**Work instruction**
Read the entries below and pull out each line with the string "rows".

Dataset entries
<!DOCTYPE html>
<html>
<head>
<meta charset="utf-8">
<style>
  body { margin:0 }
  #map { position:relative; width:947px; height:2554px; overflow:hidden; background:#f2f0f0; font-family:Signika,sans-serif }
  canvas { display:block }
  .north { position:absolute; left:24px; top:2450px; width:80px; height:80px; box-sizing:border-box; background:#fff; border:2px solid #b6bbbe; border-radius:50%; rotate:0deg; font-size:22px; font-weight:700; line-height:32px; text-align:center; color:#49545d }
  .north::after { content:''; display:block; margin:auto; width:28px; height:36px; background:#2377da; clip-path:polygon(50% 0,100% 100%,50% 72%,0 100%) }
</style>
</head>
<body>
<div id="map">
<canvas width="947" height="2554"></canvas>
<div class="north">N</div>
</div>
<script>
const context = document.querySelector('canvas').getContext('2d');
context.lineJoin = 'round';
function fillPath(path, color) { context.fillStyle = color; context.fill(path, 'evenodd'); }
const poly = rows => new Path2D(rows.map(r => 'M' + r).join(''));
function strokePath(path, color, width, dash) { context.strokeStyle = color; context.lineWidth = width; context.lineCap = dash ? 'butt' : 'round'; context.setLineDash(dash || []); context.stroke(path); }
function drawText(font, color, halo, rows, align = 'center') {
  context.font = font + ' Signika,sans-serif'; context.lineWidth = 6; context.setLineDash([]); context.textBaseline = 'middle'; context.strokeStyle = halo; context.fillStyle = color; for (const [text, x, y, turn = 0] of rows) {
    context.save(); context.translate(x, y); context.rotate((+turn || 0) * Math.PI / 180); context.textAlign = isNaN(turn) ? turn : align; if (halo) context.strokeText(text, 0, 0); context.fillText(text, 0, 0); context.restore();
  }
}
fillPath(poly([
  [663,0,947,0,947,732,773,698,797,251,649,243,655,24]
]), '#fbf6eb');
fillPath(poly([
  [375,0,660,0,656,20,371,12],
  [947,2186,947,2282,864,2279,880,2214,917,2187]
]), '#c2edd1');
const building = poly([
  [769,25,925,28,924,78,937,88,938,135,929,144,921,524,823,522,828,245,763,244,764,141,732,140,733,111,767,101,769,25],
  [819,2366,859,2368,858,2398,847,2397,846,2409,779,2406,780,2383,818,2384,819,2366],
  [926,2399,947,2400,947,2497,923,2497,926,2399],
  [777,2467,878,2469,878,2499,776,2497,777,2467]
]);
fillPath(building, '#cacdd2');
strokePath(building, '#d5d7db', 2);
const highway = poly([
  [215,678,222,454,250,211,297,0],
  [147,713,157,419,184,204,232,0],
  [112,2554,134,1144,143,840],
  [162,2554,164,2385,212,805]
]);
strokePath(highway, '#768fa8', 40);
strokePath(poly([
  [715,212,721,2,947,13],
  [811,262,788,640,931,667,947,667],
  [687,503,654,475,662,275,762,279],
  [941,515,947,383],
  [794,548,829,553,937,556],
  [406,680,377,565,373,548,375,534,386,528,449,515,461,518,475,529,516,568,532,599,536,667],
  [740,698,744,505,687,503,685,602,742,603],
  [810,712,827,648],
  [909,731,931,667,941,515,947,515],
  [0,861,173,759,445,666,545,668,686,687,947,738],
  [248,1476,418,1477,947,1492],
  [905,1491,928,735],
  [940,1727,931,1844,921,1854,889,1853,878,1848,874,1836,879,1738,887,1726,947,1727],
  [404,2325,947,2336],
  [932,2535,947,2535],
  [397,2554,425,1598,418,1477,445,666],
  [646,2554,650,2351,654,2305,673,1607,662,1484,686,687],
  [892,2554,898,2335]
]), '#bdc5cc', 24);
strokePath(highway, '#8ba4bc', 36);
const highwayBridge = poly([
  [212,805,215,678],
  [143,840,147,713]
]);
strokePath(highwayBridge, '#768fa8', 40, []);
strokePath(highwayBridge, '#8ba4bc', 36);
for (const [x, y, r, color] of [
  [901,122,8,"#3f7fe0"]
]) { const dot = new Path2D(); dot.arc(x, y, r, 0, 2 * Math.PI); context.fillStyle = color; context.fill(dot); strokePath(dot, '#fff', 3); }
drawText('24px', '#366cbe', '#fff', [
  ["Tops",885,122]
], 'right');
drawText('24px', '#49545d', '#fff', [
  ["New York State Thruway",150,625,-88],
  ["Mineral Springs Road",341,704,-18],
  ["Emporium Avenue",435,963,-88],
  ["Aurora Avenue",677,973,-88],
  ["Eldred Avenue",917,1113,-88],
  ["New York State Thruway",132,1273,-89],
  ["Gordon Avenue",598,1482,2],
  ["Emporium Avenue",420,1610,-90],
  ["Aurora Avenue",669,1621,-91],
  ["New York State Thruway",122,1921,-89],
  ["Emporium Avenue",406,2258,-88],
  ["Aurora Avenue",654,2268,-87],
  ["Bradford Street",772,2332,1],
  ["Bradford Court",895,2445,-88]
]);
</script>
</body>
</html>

**Solution to this exercise**
const poly = rows => new Path2D(rows.map(r => 'M' + r).join(''));
function drawText(font, color, halo, rows, align = 'center') {
  context.font = font + ' Signika,sans-serif'; context.lineWidth = 6; context.setLineDash([]); context.textBaseline = 'middle'; context.strokeStyle = halo; context.fillStyle = color; for (const [text, x, y, turn = 0] of rows) {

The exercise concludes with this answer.